Of all the questions I receive via e-mails and at appearances, the one that is most on users' minds these days seems to be that of the impact of the Apple iPad (and tablets in general).
There is no doubt that this device has changed everyone's perception of what computing is and of what it can be.
There's a lot to like about the iPad. It has the trademark Apple elegance of design and tightly focused application base. Like the iPhone and iPod, it cuts a new trail in its category.
Many companies, including Microsoft, had been working with tablet technology for some time, but Apple is the first to combine sleek and refined design and an attractive price point for both the device and online connection service. Above all, they were the first to actually successfully bring such a device to market.
The biggest problem with the iPad is one that longtime users of computers will recognize, that of the device's limited and proprietary nature. (At the same time, the fact that the iPad is indeed limited in scope and controlled by one company has a good side, too.)
Because Apple controls everything concerning the iPad, the company can insist on high quality-control standards in every regard. Anyone who uses a Mac knows the benefits of such control. Mac computers are a pure pleasure to use, principally because they work as an integrated and well-thought-out whole. Above all, they work well because their hardware and primary software are controlled and designed only by Apple, unlike Windows computers, which are made by many companies.
Total control does have its downside, however. Steve Jobs of Apple has long been critical of Adobe Flash, the technology used to provide most of the video on the web as well as other applications. Because of this, the iPad does not support Flash, and therefore much of the current video content on the web is not available currently on the iPad.
Apple insists that the new and upcoming HTML 5 web standard will resolve this issue because it allows web designers to share video online directly on the page without the need for Flash.
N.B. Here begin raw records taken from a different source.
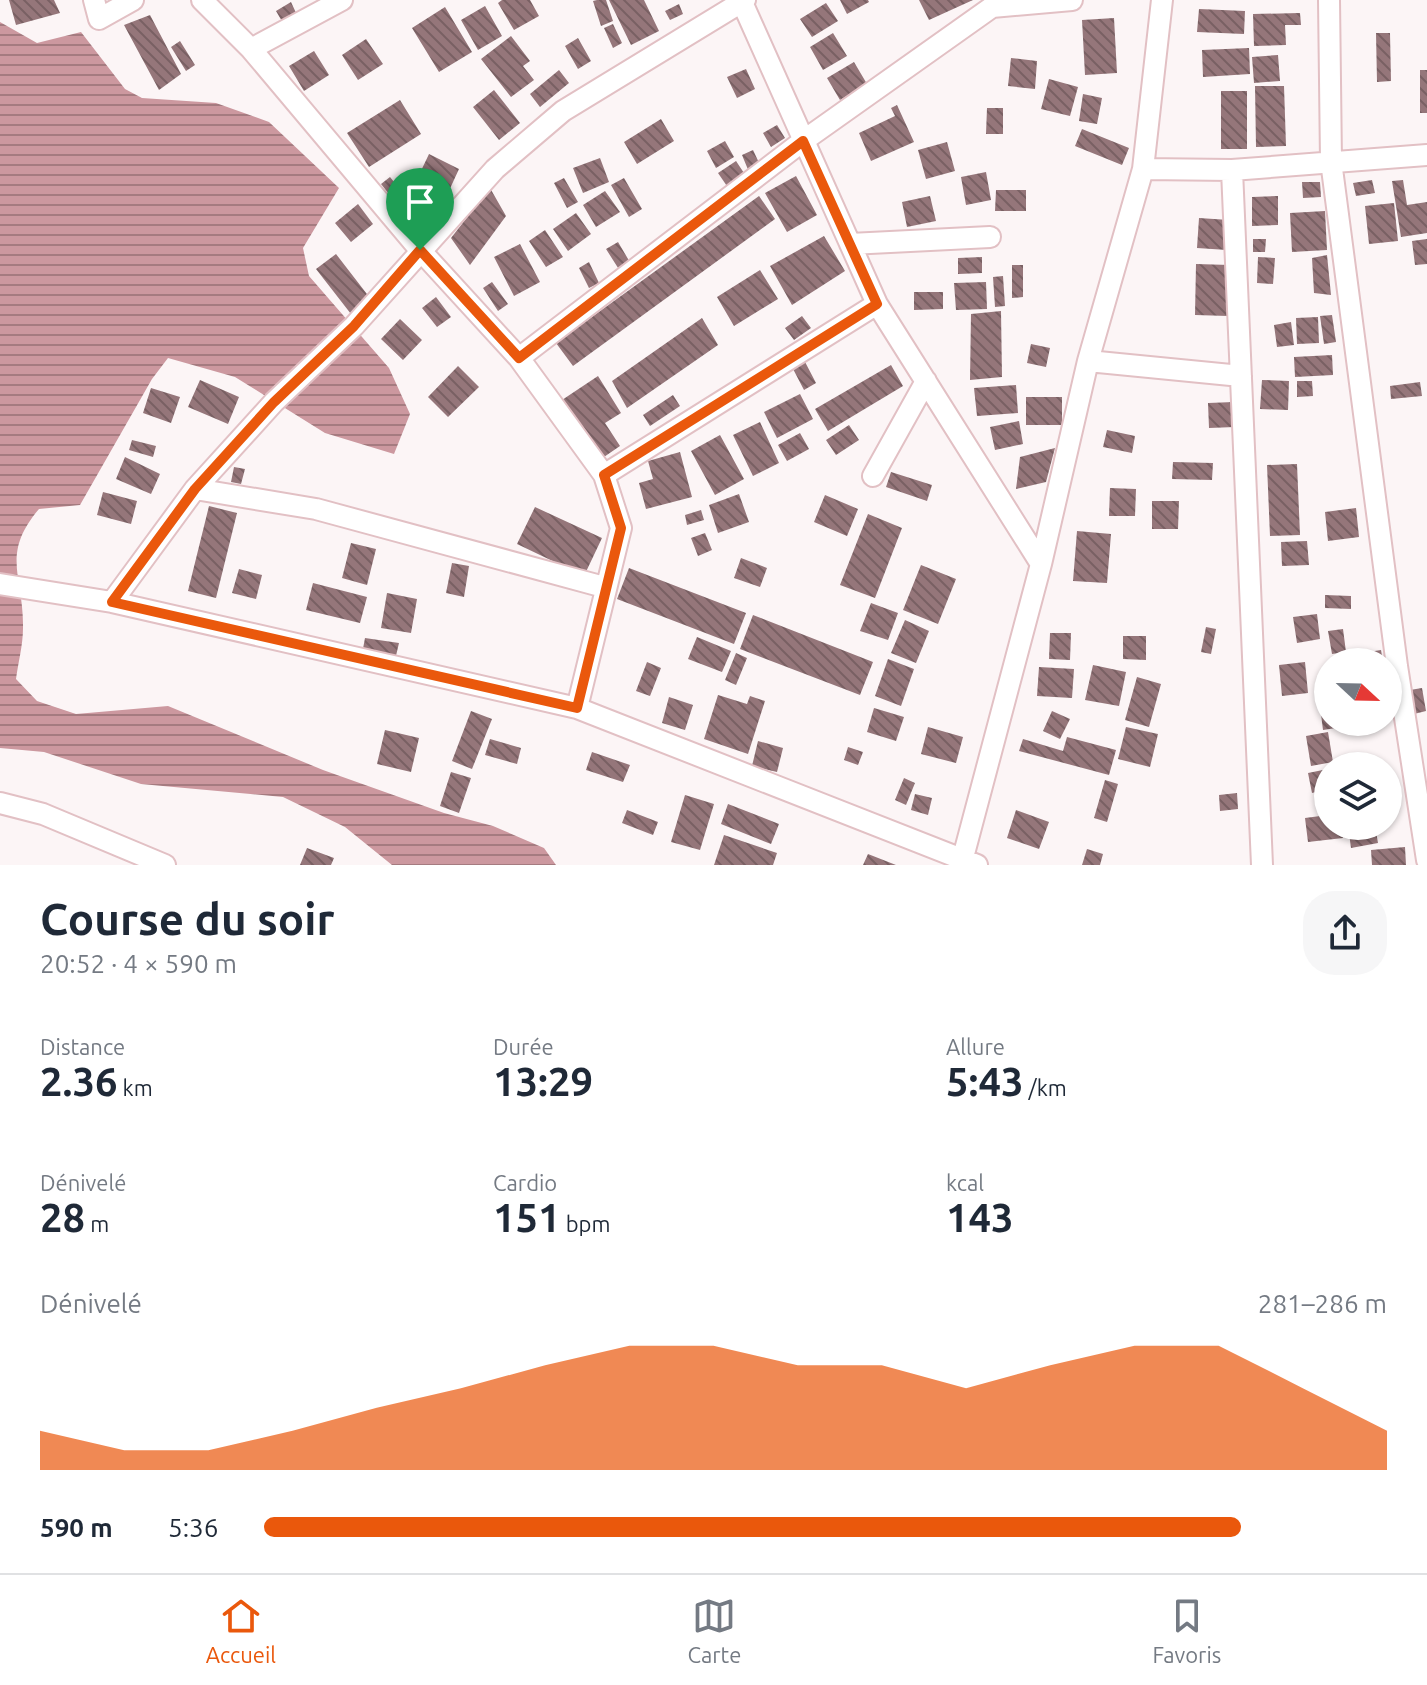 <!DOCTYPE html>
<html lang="fr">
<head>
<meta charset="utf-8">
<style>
  :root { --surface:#fff; --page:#f6f6f7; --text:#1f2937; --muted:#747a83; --line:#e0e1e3; --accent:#ea580c }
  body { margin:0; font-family:Ubuntu,sans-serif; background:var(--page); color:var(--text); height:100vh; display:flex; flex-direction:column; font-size:30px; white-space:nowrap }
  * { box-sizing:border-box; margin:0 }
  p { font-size:26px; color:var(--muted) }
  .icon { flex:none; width:44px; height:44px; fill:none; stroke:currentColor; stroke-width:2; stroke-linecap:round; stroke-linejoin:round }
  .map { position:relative; height:865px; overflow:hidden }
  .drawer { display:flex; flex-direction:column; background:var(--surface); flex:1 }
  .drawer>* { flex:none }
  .needle { width:52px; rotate:112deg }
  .controls { position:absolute; left:1314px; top:648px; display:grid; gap:16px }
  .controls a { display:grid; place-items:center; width:88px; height:88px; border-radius:50%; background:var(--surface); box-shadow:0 2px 6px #0004; font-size:40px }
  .pin { position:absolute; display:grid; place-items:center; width:68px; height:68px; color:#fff; margin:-82px -34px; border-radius:50% 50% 50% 0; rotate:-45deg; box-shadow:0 0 8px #0007 }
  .pin .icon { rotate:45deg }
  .round { display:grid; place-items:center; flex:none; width:84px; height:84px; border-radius:32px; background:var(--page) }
  .head { display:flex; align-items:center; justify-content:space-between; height:136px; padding:0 40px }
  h1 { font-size:44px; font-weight:700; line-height:60px }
  .figures { display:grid; grid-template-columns:repeat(3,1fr); gap:12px; height:136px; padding:8px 40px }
  .figures div { display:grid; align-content:center }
  .figures b { font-size:40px; font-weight:700 }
  .figures small { font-size:22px; font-weight:400 }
  .figures p { font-size:22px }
  .chart { height:224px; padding:16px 40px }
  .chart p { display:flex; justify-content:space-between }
  .chart svg { width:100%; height:144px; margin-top:8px; fill:var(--accent); opacity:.7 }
  ul { padding:0 40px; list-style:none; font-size:26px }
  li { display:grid; grid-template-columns:128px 96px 1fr; align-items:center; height:60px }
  li i { height:20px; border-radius:10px; background:var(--accent) }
  .dock { display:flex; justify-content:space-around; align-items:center; height:112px; border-top:2px solid var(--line); background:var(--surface); font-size:22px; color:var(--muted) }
  .dock a { display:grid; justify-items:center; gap:4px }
  .dock .on { color:var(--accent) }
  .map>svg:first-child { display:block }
  .water { fill:url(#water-rules) }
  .building { fill:url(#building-back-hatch) }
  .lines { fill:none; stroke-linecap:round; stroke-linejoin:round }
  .minor-casing { stroke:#e2c0c4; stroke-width:24 }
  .minor { stroke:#fff; stroke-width:20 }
  .route-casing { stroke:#fff; stroke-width:16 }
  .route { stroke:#ea580c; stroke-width:10 }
</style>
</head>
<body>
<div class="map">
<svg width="1427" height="865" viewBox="0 0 1427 865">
  <defs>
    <pattern id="water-rules" width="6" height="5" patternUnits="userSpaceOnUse" patternTransform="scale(2)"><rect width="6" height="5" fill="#cc989f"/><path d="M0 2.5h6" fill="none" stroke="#a57b80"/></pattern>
    <pattern id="building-back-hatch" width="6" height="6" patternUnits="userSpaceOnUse" patternTransform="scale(2)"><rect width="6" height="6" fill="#95767a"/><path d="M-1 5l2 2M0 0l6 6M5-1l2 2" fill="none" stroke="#796063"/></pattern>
  </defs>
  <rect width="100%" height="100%" fill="#fcf5f6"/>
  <path class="water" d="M0 22 37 43 81 32 125 89 142 98 216 103 269 122 339 188 303 248 309 276 389 368 410 414 394 454 325 433 235 377 168 358 152 379 80 505 39 509C0 555 24 576 23 628 23 645 18 663 16 679L37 701 76 714 168 706 323 770 444 813 493 826 544 848 556 865H392L345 827 283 797 141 784 44 752 0 748Z"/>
  <path class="building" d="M9 0H54L60 13 16 25Z
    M502 0H530L539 16 514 30 498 3Z
    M597 0H606L613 21 601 26 593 1Z
    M609 0H644L659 31 631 45Z
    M840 0H868L869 2 847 14Z
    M919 0H973L929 20Z
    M291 2 297 15 283 23 276 11Z
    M826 3 838 21 812 37 800 19Z
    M679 4 683 14 670 20 665 11Z
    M485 6 502 36 478 50 461 20Z
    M445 7 472 52 439 72 412 28Z
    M1199 9 1245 11 1244 34 1197 32Z
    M1300 13 1301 25H1285L1286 45 1254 46 1253 14Z
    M150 15 181 74 159 90 124 25Z
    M1114 18 1117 73 1085 75 1082 20Z
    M613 24 622 43 613 48 604 28Z
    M833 33 847 56 823 70 810 47Z
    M1376 33H1390L1391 81 1377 82Z
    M511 36 530 61 523 66 534 80 511 97 481 59Z
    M578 38 591 61 578 69 565 46Z
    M366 39 383 64 358 80 342 55Z
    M180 41 195 65 186 71 171 47Z
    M1249 48 1250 74 1203 77 1202 50Z
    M314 51 329 75 304 91 289 66Z
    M1278 55 1280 81 1254 83 1252 57Z
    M1011 58 1037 61 1035 89 1008 86Z
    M854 62 867 84 840 100 827 78Z
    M746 69 755 89 737 98 727 77Z
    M559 70 569 83 540 107 530 94Z
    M1420 70H1427V113H1420Z
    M1049 79 1078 87 1070 116 1041 109Z
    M1255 86H1284L1286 146 1256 147Z
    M494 90 520 123 499 140 473 107Z
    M1221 91H1247V149H1221Z
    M1083 94 1102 98 1097 124 1079 121Z
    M400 100 421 134 369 167 347 133Z
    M897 105 914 142 871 161 859 133 895 116 891 108Z
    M987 108H1003V134H986Z
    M661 119 674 141 637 164 624 142Z
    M777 125 785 138 771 147 763 133Z
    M1082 129 1129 148 1122 165 1075 146Z
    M725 141 734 157 716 168 707 151Z
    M947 142 955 171 926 179 918 150Z
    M753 150 761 167 749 172 742 155Z
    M429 154 459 169 441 208 410 194Z
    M600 158 609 182 583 193 573 168Z
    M736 161 746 176 729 189 718 173Z
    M986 172 991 200 966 205 961 177Z
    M796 176 817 215 787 232 765 193Z
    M390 177 414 207 405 214 381 184Z
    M564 178 578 202 567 208 554 183Z
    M624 178 642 209 629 217 611 185Z
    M1372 180 1375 193 1356 196 1353 183Z
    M1403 180 1407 205 1427 202V233L1401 237 1392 181Z
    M1302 182H1320L1321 197 1303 198Z
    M490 188 506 216 470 265 451 238Z
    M996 190H1026V211H995Z
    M605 191 620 212 596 227 583 205Z
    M759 196 775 219 573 366 556 343Z
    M930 196 936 221 907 227 902 202Z
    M1278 196V225L1252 226V197Z
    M1394 203 1398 241 1369 244 1365 206Z
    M358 204 373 224 351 242 335 223Z
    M1325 211 1327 250 1292 252 1290 213Z
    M576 213 591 234 568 251 553 229Z
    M1199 218 1229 220 1227 250 1197 248Z
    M545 230 563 257 546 267 529 241Z
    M824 236 845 271 792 305 770 266Z
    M1253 239H1266L1265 252H1253Z
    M1427 239V264L1415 265 1412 241Z
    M618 242 631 264 620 271 606 249Z
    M520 244 540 282 514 296 494 257Z
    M336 254 370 298 351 314 316 269Z
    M1327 255 1331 295 1314 293 1312 258Z
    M982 257V273L958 274V258Z
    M1258 257 1275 258 1273 284 1257 283Z
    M589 262 599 283 589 288 579 268Z
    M1196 264 1230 265 1228 316 1195 315Z
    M1012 265H1023V297L1012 298Z
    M760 270 778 299 734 326 717 297Z
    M1003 276 1005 306 995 307 993 277Z
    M492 282 508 304 498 311 483 288Z
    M986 282 987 309 956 310 954 283Z
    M914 292H943V309L914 310Z
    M436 297 451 317 437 327 422 308Z
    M1001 311 1002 377 970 380 971 314Z
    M1332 315 1336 342 1324 344 1320 316Z
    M802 316 811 328 794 340 785 328Z
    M1318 317 1319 343 1297 344 1296 318Z
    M702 318 718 345 627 408 612 381Z
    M400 319 422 340 403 360 381 339Z
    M1291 322 1294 345 1277 347 1274 325Z
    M1031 344 1050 348 1046 367 1027 363Z
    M1332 355 1333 375 1295 377 1294 357Z
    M804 360 816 383 804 390 792 367Z
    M891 365 903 386 828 431 815 409Z
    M458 366 479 387 448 417 428 397Z
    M598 376 621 413 605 423 620 446 601 459 562 400Z
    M200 380 239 397 228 424 188 407Z
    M1262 380 1289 381 1288 410 1260 409Z
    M1297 381H1312L1313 396 1297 397Z
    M1420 382 1422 396 1391 399 1390 386Z
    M1016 385 1018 413 977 416 974 388Z
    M151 388 180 397 171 423 143 413Z
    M800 394 813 419 777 438 764 412Z
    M673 395 680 406 650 426 643 415Z
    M1026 397H1062V425H1026Z
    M1234 402 1235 427 1209 428 1208 403Z
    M1019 421 1023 444 995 450 990 427Z
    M760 422 779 463 753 476 733 435Z
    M849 425 859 440 836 455 826 440Z
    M1107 430 1135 436 1132 453 1103 447Z
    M800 433 809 449 787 461 778 445Z
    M720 435 744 479 715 495 691 451Z
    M132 440 156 446 153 457 129 450Z
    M1055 448 1046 482 1016 489 1020 457Z
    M680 452 692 497 646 509 639 483 653 479 648 461Z
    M125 457 160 474 151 494 116 479Z
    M1173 462 1213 463 1212 480 1172 479Z
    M1297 464 1300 535 1270 536 1267 465Z
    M234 467 245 469 241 484 231 482Z
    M891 472 932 485 927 501 886 487Z
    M1110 488 1136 489 1135 516H1109Z
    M103 492 137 501 131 524 97 515Z
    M739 494 749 522 718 533 709 505Z
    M825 495 858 509 847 536 814 522Z
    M1152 501H1179L1178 529H1152Z
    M209 506 237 513 216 598 188 591Z
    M535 507 602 538 584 576 517 544Z
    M1356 508 1359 537 1328 541 1325 512Z
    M701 510 704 520 687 525 685 515Z
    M868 514 902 528 875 598 840 585Z
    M1077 531 1111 534 1107 583 1073 581Z
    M705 533 712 550 698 556 691 538Z
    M1307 541 1309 565 1282 566 1281 542Z
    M351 543 376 549 367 585 342 578Z
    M741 558 767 568 760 587 734 578Z
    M452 563 469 566 464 597 446 593Z
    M921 565 956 579 938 624 903 610Z
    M629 568 746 613 734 644 617 599Z
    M239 569 262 575 256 599 232 593Z
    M313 583 367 597 360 623 306 610Z
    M387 593 417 599 411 633 381 628Z
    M1325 595 1351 596V609L1325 608Z
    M871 603 898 613 888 640 860 631Z
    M1317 614 1320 639 1297 643 1293 617Z
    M753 615 873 662 860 695 740 649Z
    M905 620 929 631 916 663 891 653Z
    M1206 627 1216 629 1211 654 1201 652Z
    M1343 629 1346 652 1332 654 1328 631Z
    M1050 633H1071L1070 660 1049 659Z
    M1123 636H1146V660L1123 659Z
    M697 637 731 651 722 672 688 659Z
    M365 638 399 643 395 660 362 654Z
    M1381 650 1383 662H1344L1343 656Z
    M736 653 747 658 736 685 725 680Z
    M888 659 914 669 901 706 875 696Z
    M647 662 661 668 650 696 636 691Z
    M1305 662 1308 693 1282 696 1279 665Z
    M1093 665 1126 672 1119 706 1085 700Z
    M1039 667 1074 669 1072 698 1037 696Z
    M1137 677 1161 684 1149 727 1125 720Z
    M1422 688 1426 711 1414 714 1410 690Z
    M718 695 747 704 750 696 765 701 748 754 704 739Z
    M669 697 693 705 685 730 662 723Z
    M1328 705V722L1362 724 1323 730 1320 706Z
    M874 708 904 717 896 741 867 732Z
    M471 711 492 719 472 769 452 761Z
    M1052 711 1070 719 1060 739 1043 731Z
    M928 727 963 737 956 763 921 754Z
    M1126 727 1158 734 1150 767 1118 759Z
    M385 730 419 738 411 772 377 764Z
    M1328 732 1333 762 1311 766 1306 736Z
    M1067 737 1116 750 1109 775 1019 751 1023 739 1063 751Z
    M490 739 521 748 517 764 485 755Z
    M758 741 783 748 777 772 752 766Z
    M848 747 863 752 858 765 844 760Z
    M592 752 630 765 623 782 586 770Z
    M1328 769V789L1312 793 1308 773Z
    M451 772 471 778 459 813 440 806Z
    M904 778 915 783 906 805 895 800Z
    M1105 780 1118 784 1107 822 1094 818Z
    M1237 793 1238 809 1220 811 1219 795Z
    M915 794 932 798 928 815 911 810Z
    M685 795 714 804 700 850 671 842Z
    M728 804 779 824 771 844 721 824Z
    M627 810 658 822 653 835 622 823Z
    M1016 810 1049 822 1039 849 1007 838Z
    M1328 815V826H1341L1343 838 1308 842 1305 818Z
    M1348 826H1375L1378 843 1351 848Z
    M724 835 777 853 773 865H714Z
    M1405 847 1406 865H1372L1371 850Z
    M307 848 334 858 331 865H300Z
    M1087 849 1103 854 1100 865H1082Z
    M868 854 896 865H863Z"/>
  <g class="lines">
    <g class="minor-casing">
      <path id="minor" d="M94 0 99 19 133 0
        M202 0 251 49 420 250 519 358 604 475 621 528 577 708
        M741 0 877 304 1041 564
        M1329 0 1331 161 1397 666 1427 860
        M251 49 342 0
        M1143 169 1232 170 1427 155
        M1232 170 1262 865
        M850 244 990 237
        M519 358 803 141 992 7 1072 0
        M1088 361 1143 169 1162 0
        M604 475 877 304
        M873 476 926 381
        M195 489 316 509 604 587
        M0 584 112 602 577 708 977 865
        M112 602 195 489 274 402 354 326 495 169 563 111 745 0
        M0 803 43 814 165 865
        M961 865 1041 564 1088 361 1241 376"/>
    </g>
    <use href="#minor" class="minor"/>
  </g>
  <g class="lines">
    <g class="route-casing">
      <path id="route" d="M803 141 877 304 604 475 621 528 577 708 112 602 195 489 274 402 354 326 420 250 519 358Z"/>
    </g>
    <use href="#route" class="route"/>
  </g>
</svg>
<div class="controls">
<a><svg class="needle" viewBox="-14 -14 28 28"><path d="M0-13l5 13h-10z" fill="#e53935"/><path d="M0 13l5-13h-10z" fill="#747a83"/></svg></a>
<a><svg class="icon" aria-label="layers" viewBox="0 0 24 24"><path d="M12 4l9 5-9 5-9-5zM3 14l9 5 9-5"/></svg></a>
</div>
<div class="pin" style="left:420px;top:250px;background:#1e9e55"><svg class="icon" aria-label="arrive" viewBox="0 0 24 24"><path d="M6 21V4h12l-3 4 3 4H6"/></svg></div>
</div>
<section class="drawer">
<div class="head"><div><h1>Course du soir</h1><p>20:52 · 4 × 590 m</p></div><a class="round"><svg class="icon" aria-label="share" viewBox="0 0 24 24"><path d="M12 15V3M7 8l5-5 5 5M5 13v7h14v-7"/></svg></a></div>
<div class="figures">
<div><p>Distance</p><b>2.36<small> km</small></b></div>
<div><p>Durée</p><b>13:29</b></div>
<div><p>Allure</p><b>5:43<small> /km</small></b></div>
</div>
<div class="figures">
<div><p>Dénivelé</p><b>28<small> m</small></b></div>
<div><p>Cardio</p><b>151<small> bpm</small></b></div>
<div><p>kcal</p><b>143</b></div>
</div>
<div class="chart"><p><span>Dénivelé</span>281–286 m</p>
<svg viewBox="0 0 160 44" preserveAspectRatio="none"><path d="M0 44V32L10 38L20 38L30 32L40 25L50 19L60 12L70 6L80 6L90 12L100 12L110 19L120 12L130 6L140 6L150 19L160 32V44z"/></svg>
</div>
<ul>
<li><b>590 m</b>5:36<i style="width:87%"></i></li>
</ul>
</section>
<nav class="dock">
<a class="on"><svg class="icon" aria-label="home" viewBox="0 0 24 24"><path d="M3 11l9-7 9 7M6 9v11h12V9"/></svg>Accueil</a>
<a><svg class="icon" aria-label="map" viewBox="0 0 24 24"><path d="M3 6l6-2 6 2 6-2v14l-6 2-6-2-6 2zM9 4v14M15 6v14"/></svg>Carte</a>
<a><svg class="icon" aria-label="saved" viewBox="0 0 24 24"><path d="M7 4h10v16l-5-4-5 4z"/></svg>Favoris</a>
</nav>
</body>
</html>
One problem with this is that there is no universal agreement yet on exactly what video codec or format should be used in the new implementation. For example, Apple prefers one particular format, Google recently announced another free format it will use, and there are even more to be considered. This is confusing, to say the least.
There have been other tablet offerings recently, but most of these are expensive or don't appear to be competitive with the Apple iPad. I'm looking forward to seeing what tablet PC offerings other companies introduce later this year. There certainly will be several Google Android-based models soon, and several other companies have announced plans to produce tablets.
This all will become most interesting once Apple has real competition in this area and releases new iPad models. Apple is a dynamic company that innovates at every step, and competition will just make the iPad better, as well as its competitors, whoever they may be.